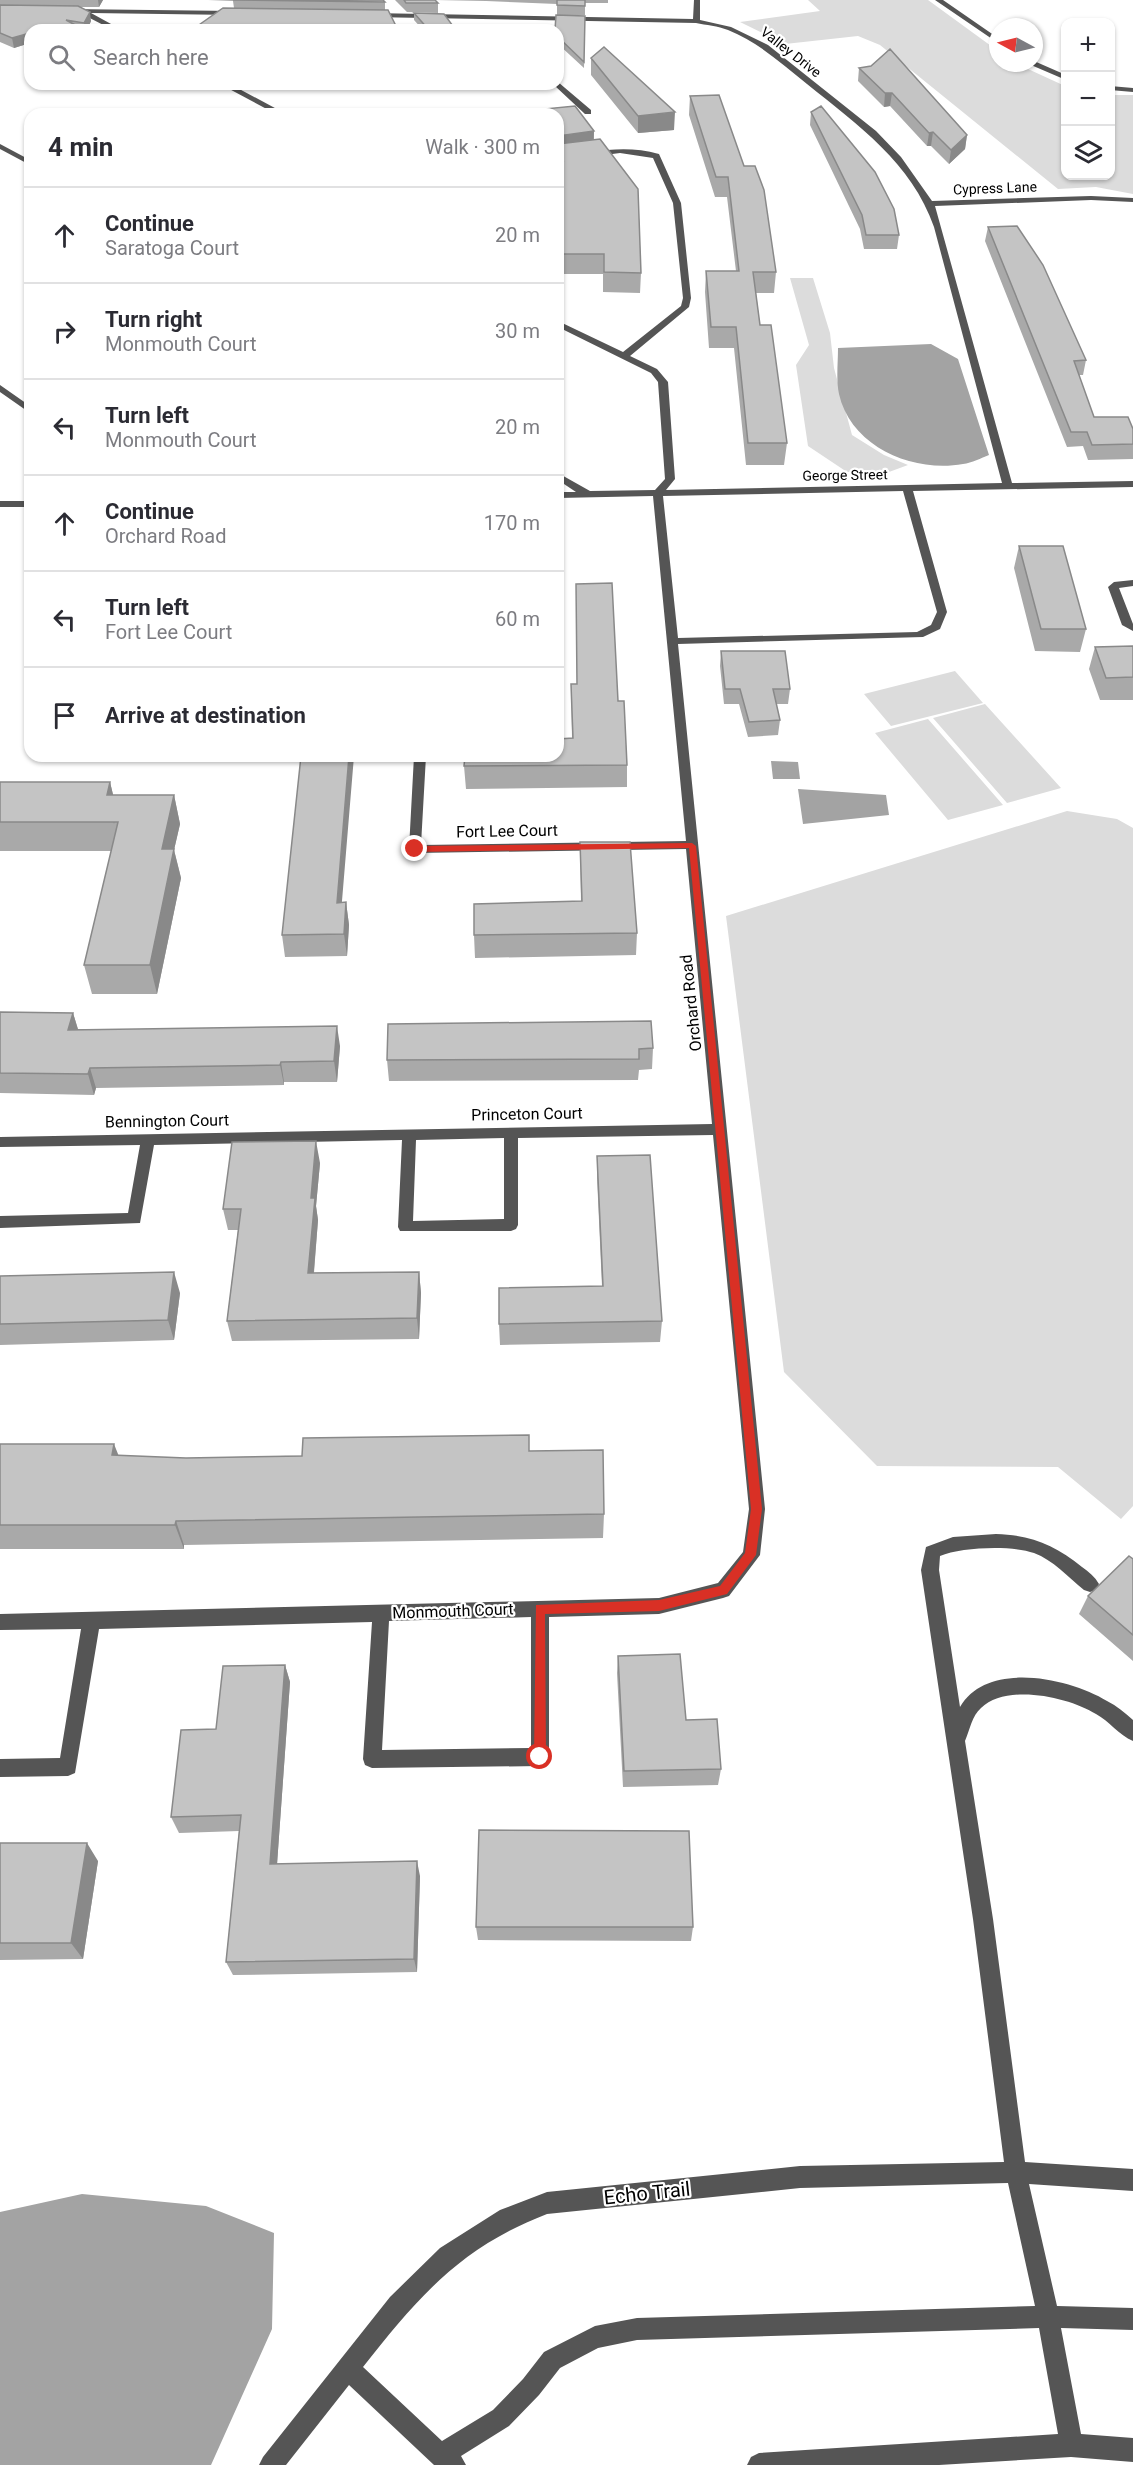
<!DOCTYPE html>
<html lang="en">
<head>
<meta charset="utf-8">
<style>
  body { margin:0; font-family:Roboto,sans-serif; background:#f2f2f3; color:#2b2b33 }
  .controls { position:absolute; right:18px; top:18px; display:grid; overflow:hidden; border-radius:12px; box-shadow:0 2px 4px #0004 }
  .controls button { width:54px; height:54px; display:grid; place-items:center; padding:0; border:0; border-bottom:2px solid #e1e1e2; background:#fff; color:#2b2b33; font:30px sans-serif }
  .compass { position:absolute; left:989px; top:18px; width:54px; height:54px; border-radius:50%; background:#fff; box-shadow:0 2px 4px #0004; rotate:277deg }
  .stop { position:absolute; width:18px; height:18px; margin:-14px; border:4px solid #d93025; border-radius:50%; background:#fff }
  .stop.end { background:#d93025; border-color:#fff; box-shadow:0 2px 6px #0008 }
  .list { margin:0; padding:0; list-style:none }
  h2 { display:flex; justify-content:space-between; align-items:center; height:78px; margin:0; padding:0 24px; font-size:26px }
  h2 small { font-size:20px; font-weight:400; color:#7c7c81 }
  .list li { display:grid; grid-template-columns:39px 1fr auto; gap:18px; align-items:center; box-sizing:border-box; height:96px; padding:0 24px; border-top:2px solid #e1e1e2 }
  .list b { display:block; font-size:22px; white-space:nowrap }
  .list p { margin:0; font-size:20px; white-space:nowrap; color:#7c7c81 }
  .list em { font-size:20px; font-style:normal; color:#7c7c81 }
  .icon { flex:none; width:33px; height:33px; fill:none; stroke:currentColor; stroke-width:2; stroke-linecap:round; stroke-linejoin:round }
  .map { position:relative; flex:none; width:1133px; height:2465px; overflow:hidden }
  .search { position:absolute; background:#fff; box-shadow:0 2px 4px #0004; left:24px; top:24px; width:540px; height:66px; display:flex; align-items:center; gap:15px; box-sizing:border-box; padding:0 21px; border-radius:18px; color:#7c7c81; font-size:22px }
  .panel { position:absolute; background:#fff; box-shadow:0 2px 4px #0004; left:24px; top:108px; width:540px; height:654px; border-radius:18px }
  .map>svg:first-child { display:block }
  .green { fill:#dcdcdc }
  .water { fill:#a3a3a3 }
  .lines { fill:none; stroke-linecap:round; stroke-linejoin:round }
  .minor { fill:#555; fill-rule:evenodd }
  .wall { fill:#a9a9a9 }
  .shaded-wall { fill:#898989 }
  .building { fill:#c4c4c4; stroke:#898989; stroke-width:1.5 }
  .route { fill:#d93025 }
  .labels { text-anchor:middle; dominant-baseline:central; stroke-width:4.5; stroke-linejoin:round; paint-order:stroke }
  .far-street-label { font-size:14px; fill:#000; stroke:#fff }
  .street-label { font-size:16px; fill:#000; stroke:#fff }
  .near-street-label { font-size:20px; fill:#000; stroke:#fff }
</style>
</head>
<body>
<div class="map">
<svg width="1133" height="2465" viewBox="0 0 1133 2465">
  <rect width="100%" height="100%" fill="#fff"/>
  <path class="green" d="M 808,0 L 928,0 L 998,51 L 998,63 L 1015,63 L 1065,86 L 1066,176 L 1110,176 L 1111,95 L 1133,95 L 1133,194 L 1096,187 L 1058,189 L 880,45 L 858,36 L 785,44 L 740,22 L 820,11 Z
    M 790,278 L 813,278 L 830,333 L 834,368 L 852,435 L 884,455 L 908,465 L 889,472 L 847,472 L 808,446 L 796,365 L 809,345 Z
    M 955,671 L 983,703 L 891,726 L 864,694 Z
    M 985,704 L 1061,788 L 1007,803 L 933,718 Z
    M 928,719 L 1003,805 L 948,820 L 875,733 Z
    M 1067,811 L 1117,819 L 1133,828 L 1133,1506 L 1121,1519 L 1058,1467 L 877,1466 L 784,1372 L 726,916 Z"/>
  <path class="water" d="M 931,344 L 958,359 L 989,455 C 981,458 972,463 963,464 C 913,473 851,447 839,394 C 836,380 838,363 838,348 Z
    M 771,761 L 798,762 L 800,779 L 773,779 Z
    M 798,789 L 886,795 L 889,815 L 803,824 Z
    M 82,2194 L 206,2206 L 274,2233 L 272,2329 L 211,2465 L 0,2465 L 0,2212 Z"/>
  <g class="lines">
    <path class="minor" d="M 694,0 L 700,0 L 700,20 L 731,27 L 768,45 L 876,131 L 901,157 L 932,201 L 1091,196 L 1133,198 L 1133,202 L 1091,200 L 935,206 L 1012,483 L 1133,481 L 1133,487 L 913,491 L 947,612 L 940,629 L 923,637 L 678,644 L 765,1509 L 760,1555 L 729,1596 L 723,1598 L 659,1614 L 549,1617 L 549,1757 L 547,1763 L 540,1766 L 372,1768 L 365,1765 L 363,1759 L 372,1622 L 99,1629 L 75,1773 L 68,1776 L 0,1777 L 0,1759 L 60,1758 L 81,1629 L 0,1630 L 0,1614 L 659,1598 L 718,1583 L 743,1552 L 749,1509 L 713,1135 L 518,1138 L 518,1225 L 516,1229 L 511,1231 L 400,1231 L 398,1227 L 402,1140 L 154,1145 L 140,1223 L 0,1228 L 0,1216 L 128,1213 L 140,1145 L 0,1147 L 0,1137 L 712,1124 L 686,849 L 415,853 L 409,849 L 414,756 L 426,756 L 421,845 L 686,841 L 653,496 L 558,498 L 558,492 L 576,492 L 558,480 L 558,473 L 590,491 L 655,490 L 665,479 L 658,382 L 651,373 L 558,327 L 558,321 L 623,352 L 681,306 L 683,298 L 673,203 L 653,158 L 620,153 L 558,161 L 558,157 C 593,152 624,144 659,154 L 681,203 L 691,298 L 689,307 L 630,356 L 657,369 L 668,382 L 675,479 L 666,490 L 1002,483 L 934,227 C 912,163 858,125 807,84 C 782,64 758,42 728,30 C 718,26 706,25 696,23 L 370,17 L 367,15 L 370,13 L 693,19 ZM 903,491 L 937,612 L 931,625 L 917,632 L 678,638 L 663,496 ZM 504,1138 L 504,1219 L 413,1221 L 416,1140 ZM 531,1617 L 531,1748 L 382,1750 L 389,1621 Z
      M 935,0 L 943,0 L 998,38 L 998,43 Z
      M 67,9 L 235,11 L 238,13 L 235,15 L 91,13 L 122,30 L 113,30 L 80,13 L 65,12 Z
      M 1034,61 L 1066,75 L 1066,80 L 1031,65 Z
      M 558,82 L 591,110 L 591,114 L 585,114 L 555,86 Z
      M 220,84 L 230,84 L 286,114 L 276,114 Z
      M 1110,86 L 1133,88 L 1133,92 L 1110,90 Z
      M 0,144 L 30,160 L 30,165 L 0,149 Z
      M 0,385 L 30,406 L 30,413 L 0,392 Z
      M 0,501 L 30,501 L 30,507 L 0,507 Z
      M 1133,580 L 1133,586 L 1119,588 L 1133,624 L 1133,631 L 1122,625 L 1108,587 L 1114,582 Z
      M 996,1534 C 1031,1535 1055,1545 1082,1567 C 1089,1572 1095,1577 1099,1584 L 1096,1590 L 1090,1592 L 1084,1590 C 1068,1577 1053,1560 1034,1553 C 1012,1545 961,1547 940,1556 L 939,1570 L 960,1707 C 987,1660 1069,1678 1107,1701 C 1117,1706 1125,1713 1133,1720 L 1133,1741 C 1119,1735 1109,1721 1096,1714 C 1069,1697 1007,1683 981,1708 C 972,1716 970,1729 965,1741 L 993,1919 L 1025,2162 L 1133,2169 L 1133,2191 L 1029,2184 L 1057,2306 L 1133,2308 L 1133,2330 L 1061,2328 L 1081,2434 L 1133,2438 L 1133,2462 L 1071,2457 L 939,2465 L 747,2465 L 751,2457 L 759,2453 L 1058,2434 L 1039,2328 L 637,2340 L 598,2348 L 560,2368 L 539,2395 L 509,2426 L 461,2456 L 466,2465 L 434,2465 L 349,2385 L 286,2465 L 259,2465 L 263,2457 L 390,2297 L 440,2248 L 500,2210 L 547,2192 L 800,2166 L 1004,2162 L 973,1919 L 921,1570 L 926,1547 L 953,1537 ZM 1008,2183 L 1035,2306 L 637,2318 L 595,2326 L 544,2352 L 523,2379 L 493,2410 L 442,2441 L 363,2367 C 418,2297 461,2247 547,2214 L 800,2188 Z"/>
  </g>
  <path class="wall" d="M 0,0 L 103,0 L 99,7 L 80,7 L 91,21 L 87,30 L 30,30 L 30,43 L 14,48 L 0,42 Z
    M 208,0 L 383,0 L 385,2 L 385,10 L 398,30 L 197,30 L 196,27 L 234,8 L 233,1 Z
    M 395,0 L 608,0 L 608,3 L 585,3 L 585,15 L 557,15 L 557,4 L 486,1 L 435,0 L 438,3 L 438,13 L 407,12 Z
    M 414,13 L 453,26 L 453,30 L 423,30 L 414,20 Z
    M 585,16 L 584,68 L 558,44 L 558,30 Z
    M 591,58 L 674,130 L 638,133 L 591,75 Z
    M 859,68 L 967,135 L 965,149 L 949,164 L 931,146 L 927,146 L 890,106 L 884,107 L 858,81 Z
    M 690,96 L 776,272 L 774,293 L 756,293 L 760,325 L 787,443 L 784,465 L 746,465 L 734,348 L 709,348 L 705,292 L 706,271 L 736,271 L 727,197 L 715,197 L 689,115 Z
    M 575,106 L 594,131 L 594,140 L 600,139 L 638,189 L 641,273 L 640,293 L 603,292 L 603,274 L 558,274 L 558,114 L 534,114 L 534,110 Z
    M 811,112 L 899,235 L 897,249 L 864,249 L 860,229 L 810,125 Z
    M 988,227 L 1086,360 L 1083,375 L 1079,375 L 1094,417 L 1133,429 L 1133,459 L 1088,460 L 1083,446 L 1067,447 L 985,241 Z
    M 1019,546 L 1086,629 L 1080,652 L 1035,651 L 1014,568 Z
    M 576,606 L 618,701 L 627,765 L 627,787 L 466,789 L 464,766 L 572,738 L 571,684 L 577,684 Z
    M 1133,646 L 1133,700 L 1100,700 L 1089,669 L 1095,647 Z
    M 721,651 L 790,689 L 788,704 L 776,704 L 780,720 L 778,735 L 748,737 L 739,704 L 724,704 L 720,666 Z
    M 0,782 L 110,782 L 113,795 L 174,795 L 180,824 L 174,850 L 181,878 L 157,994 L 92,994 L 84,965 L 111,851 L 0,851 Z
    M 580,842 L 637,933 L 636,955 L 475,958 L 474,935 L 581,902 Z
    M 342,902 L 346,902 L 349,925 L 347,956 L 285,957 L 282,935 Z
    M 0,1012 L 73,1013 L 78,1029 L 340,1046 L 337,1082 L 284,1082 L 284,1085 L 96,1088 L 94,1095 L 0,1093 Z
    M 653,1048 L 652,1069 L 639,1070 L 638,1080 L 389,1081 L 387,1060 Z
    M 597,1156 L 662,1321 L 660,1342 L 500,1345 L 499,1324 L 602,1286 L 597,1177 Z
    M 320,1163 L 316,1206 L 318,1220 L 314,1273 L 419,1272 L 421,1293 L 419,1339 L 232,1341 L 227,1321 L 238,1230 L 228,1230 L 223,1209 Z
    M 0,1276 L 180,1293 L 174,1340 L 0,1345 Z
    M 0,1444 L 119,1456 L 186,1458 L 530,1451 L 604,1514 L 603,1538 L 184,1545 L 184,1549 L 0,1549 Z
    M 1133,1559 L 1133,1661 L 1079,1614 L 1088,1596 Z
    M 618,1656 L 686,1720 L 721,1769 L 718,1785 L 623,1787 L 617,1673 Z
    M 285,1665 L 290,1682 L 277,1864 L 420,1876 L 417,1972 L 233,1975 L 226,1962 L 239,1831 L 179,1833 L 171,1817 L 216,1729 Z
    M 0,1843 L 98,1861 L 83,1959 L 0,1960 Z
    M 476,1927 L 693,1927 L 691,1941 L 478,1940 Z"/>
  <path class="shaded-wall" d="M 98,0 L 103,0 L 99,7 Z
    M 90,12 L 91,21 L 87,30 L 85,30 L 84,23 Z
    M 29,33 L 30,43 L 14,48 L 12,38 Z
    M 885,93 L 892,93 L 890,106 L 884,107 Z
    M 675,112 L 674,130 L 638,133 L 638,116 Z
    M 594,131 L 593,149 L 558,152 L 558,136 Z
    M 933,132 L 931,146 L 927,146 L 929,133 Z
    M 967,135 L 965,149 L 949,164 L 951,150 Z
    M 349,756 L 354,756 L 340,925 L 337,903 Z
    M 110,782 L 117,811 L 114,824 L 107,795 Z
    M 174,795 L 180,824 L 174,850 L 181,878 L 157,994 L 150,965 L 162,849 Z
    M 346,902 L 349,925 L 347,956 L 344,934 Z
    M 73,1013 L 79,1033 L 68,1030 Z
    M 337,1026 L 340,1046 L 337,1082 L 334,1061 Z
    M 281,1062 L 284,1082 L 284,1085 L 280,1065 Z
    M 90,1068 L 96,1088 L 94,1095 L 88,1074 Z
    M 316,1141 L 320,1163 L 316,1206 L 318,1220 L 312,1294 L 308,1273 L 311,1198 Z
    M 174,1272 L 180,1293 L 174,1340 L 168,1320 Z
    M 419,1272 L 421,1293 L 419,1339 L 417,1318 Z
    M 114,1444 L 124,1469 L 112,1455 Z
    M 176,1521 L 184,1545 L 184,1549 L 175,1525 Z
    M 285,1665 L 290,1682 L 276,1879 L 270,1864 Z
    M 87,1843 L 98,1861 L 83,1959 L 71,1943 Z
    M 417,1861 L 420,1876 L 417,1972 L 414,1959 Z"/>
  <path class="building" d="M 233,0 L 383,0 L 385,2 Z
    M 404,0 L 435,0 L 438,3 L 406,3 Z
    M 557,0 L 585,0 L 585,6 L 557,5 Z
    M 0,5 L 78,6 L 90,12 L 84,23 L 66,20 L 79,27 L 72,30 L 30,30 L 30,33 L 12,38 L 0,33 Z
    M 223,8 L 388,10 L 398,30 L 371,29 L 370,30 L 280,30 L 196,27 Z
    M 414,13 L 444,14 L 453,26 L 448,30 L 429,30 Z
    M 556,15 L 585,16 L 584,62 L 558,37 L 558,30 L 555,30 Z
    M 604,47 L 675,112 L 638,116 L 591,58 Z
    M 890,49 L 967,135 L 951,150 L 933,132 L 929,133 L 892,93 L 885,93 L 859,68 L 871,66 Z
    M 719,95 L 744,166 L 755,166 L 764,190 L 776,272 L 753,272 L 760,325 L 771,325 L 787,443 L 748,443 L 736,327 L 711,327 L 706,271 L 739,271 L 728,177 L 716,177 L 690,96 Z
    M 575,106 L 594,131 L 558,136 L 558,114 L 537,114 L 534,110 Z
    M 821,106 L 875,172 L 894,209 L 899,235 L 866,235 L 862,215 L 811,112 Z
    M 600,139 L 638,189 L 641,273 L 604,272 L 604,254 L 558,254 L 558,161 L 563,161 L 558,152 L 558,144 Z
    M 1017,226 L 1043,265 L 1086,360 L 1074,361 L 1094,417 L 1128,417 L 1133,429 L 1133,444 L 1092,445 L 1087,432 L 1071,432 L 988,227 Z
    M 1019,546 L 1063,546 L 1086,629 L 1041,629 Z
    M 612,583 L 618,701 L 624,701 L 627,765 L 464,766 L 465,756 L 558,756 L 558,739 L 573,738 L 571,684 L 577,684 L 576,584 Z
    M 1133,646 L 1133,677 L 1106,678 L 1095,647 Z
    M 721,651 L 785,651 L 790,689 L 773,689 L 780,720 L 749,722 L 740,689 L 725,689 Z
    M 301,756 L 349,756 L 337,903 L 346,902 L 344,934 L 282,935 Z
    M 0,782 L 110,782 L 107,795 L 174,795 L 162,849 L 174,849 L 150,965 L 84,965 L 118,822 L 0,822 Z
    M 580,842 L 630,842 L 637,933 L 474,935 L 474,904 L 582,901 Z
    M 0,1012 L 73,1013 L 68,1030 L 337,1026 L 334,1061 L 281,1062 L 280,1065 L 90,1068 L 88,1074 L 0,1073 Z
    M 651,1021 L 653,1048 L 639,1049 L 639,1059 L 387,1060 L 388,1024 Z
    M 316,1141 L 311,1198 L 315,1198 L 308,1273 L 419,1272 L 417,1318 L 227,1321 L 241,1209 L 223,1209 L 232,1142 Z
    M 650,1155 L 662,1321 L 499,1324 L 499,1288 L 603,1286 L 597,1156 Z
    M 174,1272 L 168,1320 L 0,1324 L 0,1276 Z
    M 529,1435 L 529,1451 L 603,1450 L 604,1514 L 176,1521 L 175,1525 L 0,1525 L 0,1444 L 114,1444 L 112,1455 L 186,1458 L 302,1456 L 303,1438 Z
    M 1129,1556 L 1133,1559 L 1133,1635 L 1088,1596 Z
    M 680,1654 L 686,1720 L 717,1719 L 721,1769 L 624,1771 L 618,1656 Z
    M 285,1665 L 270,1864 L 417,1861 L 414,1959 L 226,1962 L 241,1815 L 171,1817 L 181,1730 L 216,1729 L 223,1666 Z
    M 479,1830 L 689,1831 L 693,1927 L 476,1927 Z
    M 0,1843 L 87,1843 L 71,1943 L 0,1943 Z"/>
  <path class="route" d="M 692,843 L 696,846 L 762,1509 L 756,1555 L 727,1594 L 659,1611 L 545,1614 L 546,1757 L 540,1763 L 534,1757 L 536,1605 L 659,1600 L 720,1586 L 745,1553 L 751,1509 L 689,848 L 415,852 L 411,849 L 415,846 Z"/>
  <g class="labels">
    <g class="far-street-label">
      <text transform="translate(791 52) rotate(38)">Valley Drive</text>
      <text transform="translate(995 188) rotate(-2)">Cypress Lane</text>
      <text transform="translate(845 475) rotate(-1)">George Street</text>
    </g>
    <g class="street-label">
      <text transform="translate(507 831) rotate(-1)">Fort Lee Court</text>
      <text transform="translate(691 1003) rotate(-96)">Orchard Road</text>
      <text transform="translate(527 1114) rotate(-1)">Princeton Court</text>
      <text transform="translate(167 1121) rotate(-1)">Bennington Court</text>
      <text transform="translate(453 1611) rotate(-2)">Monmouth Court</text>
    </g>
    <g class="near-street-label">
      <text transform="translate(647 2193) rotate(-6)">Echo Trail</text>
    </g>
  </g>
</svg>
<div class="controls">
<button>+</button>
<button>−</button>
<button><svg class="icon" aria-label="layers" viewBox="0 0 24 24"><path d="M12 4l9 5-9 5-9-5zM3 14l9 5 9-5"/></svg></button>
</div>
<svg class="compass" viewBox="-18 -18 36 36"><path d="M0-13l5 13h-10z" fill="#e53935"/><path d="M0 13l5-13h-10z" fill="#7c7c81"/></svg>
<div class="stop" style="left:540px;top:1757px"></div>
<div class="stop end" style="left:415px;top:849px"></div>
<div class="search"><svg class="icon" aria-label="search" viewBox="0 0 24 24"><circle cx="10" cy="10" r="6"/><path d="M15 15l6 6"/></svg>Search here</div>
<section class="panel">
<h2>4 min<small>Walk · 300 m</small></h2>
<ul class="list">
<li><svg class="icon" aria-label="ahead" viewBox="0 0 24 24"><path d="M12 20V5M6 11l6-6 6 6"/></svg><div><b>Continue</b><p>Saratoga Court</p></div><em>20 m</em></li>
<li><svg class="icon" aria-label="right" viewBox="0 0 24 24"><path d="M7 20v-9h11M14 6l5 5-5 5"/></svg><div><b>Turn right</b><p>Monmouth Court</p></div><em>30 m</em></li>
<li><svg class="icon" aria-label="left" viewBox="0 0 24 24"><path d="M17 20v-9H6M10 6l-5 5 5 5"/></svg><div><b>Turn left</b><p>Monmouth Court</p></div><em>20 m</em></li>
<li><svg class="icon" aria-label="ahead" viewBox="0 0 24 24"><path d="M12 20V5M6 11l6-6 6 6"/></svg><div><b>Continue</b><p>Orchard Road</p></div><em>170 m</em></li>
<li><svg class="icon" aria-label="left" viewBox="0 0 24 24"><path d="M17 20v-9H6M10 6l-5 5 5 5"/></svg><div><b>Turn left</b><p>Fort Lee Court</p></div><em>60 m</em></li>
<li><svg class="icon" aria-label="arrive" viewBox="0 0 24 24"><path d="M6 21V4h12l-3 4 3 4H6"/></svg><div><b>Arrive at destination</b></div></li>
</ul>
</section>
</div>
</body>
</html>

▶ [Instructions to follow]: Find where the line with "M 301,756 L" sits in the material above, then copy exactly from it through the line with "692,843 L 696,846". Add no other line.

▶ [Written answer]:
    M 301,756 L 349,756 L 337,903 L 346,902 L 344,934 L 282,935 Z
    M 0,782 L 110,782 L 107,795 L 174,795 L 162,849 L 174,849 L 150,965 L 84,965 L 118,822 L 0,822 Z
    M 580,842 L 630,842 L 637,933 L 474,935 L 474,904 L 582,901 Z
    M 0,1012 L 73,1013 L 68,1030 L 337,1026 L 334,1061 L 281,1062 L 280,1065 L 90,1068 L 88,1074 L 0,1073 Z
    M 651,1021 L 653,1048 L 639,1049 L 639,1059 L 387,1060 L 388,1024 Z
    M 316,1141 L 311,1198 L 315,1198 L 308,1273 L 419,1272 L 417,1318 L 227,1321 L 241,1209 L 223,1209 L 232,1142 Z
    M 650,1155 L 662,1321 L 499,1324 L 499,1288 L 603,1286 L 597,1156 Z
    M 174,1272 L 168,1320 L 0,1324 L 0,1276 Z
    M 529,1435 L 529,1451 L 603,1450 L 604,1514 L 176,1521 L 175,1525 L 0,1525 L 0,1444 L 114,1444 L 112,1455 L 186,1458 L 302,1456 L 303,1438 Z
    M 1129,1556 L 1133,1559 L 1133,1635 L 1088,1596 Z
    M 680,1654 L 686,1720 L 717,1719 L 721,1769 L 624,1771 L 618,1656 Z
    M 285,1665 L 270,1864 L 417,1861 L 414,1959 L 226,1962 L 241,1815 L 171,1817 L 181,1730 L 216,1729 L 223,1666 Z
    M 479,1830 L 689,1831 L 693,1927 L 476,1927 Z
    M 0,1843 L 87,1843 L 71,1943 L 0,1943 Z"/>
  <path class="route" d="M 692,843 L 696,846 L 762,1509 L 756,1555 L 727,1594 L 659,1611 L 545,1614 L 546,1757 L 540,1763 L 534,1757 L 536,1605 L 659,1600 L 720,1586 L 745,1553 L 751,1509 L 689,848 L 415,852 L 411,849 L 415,846 Z"/>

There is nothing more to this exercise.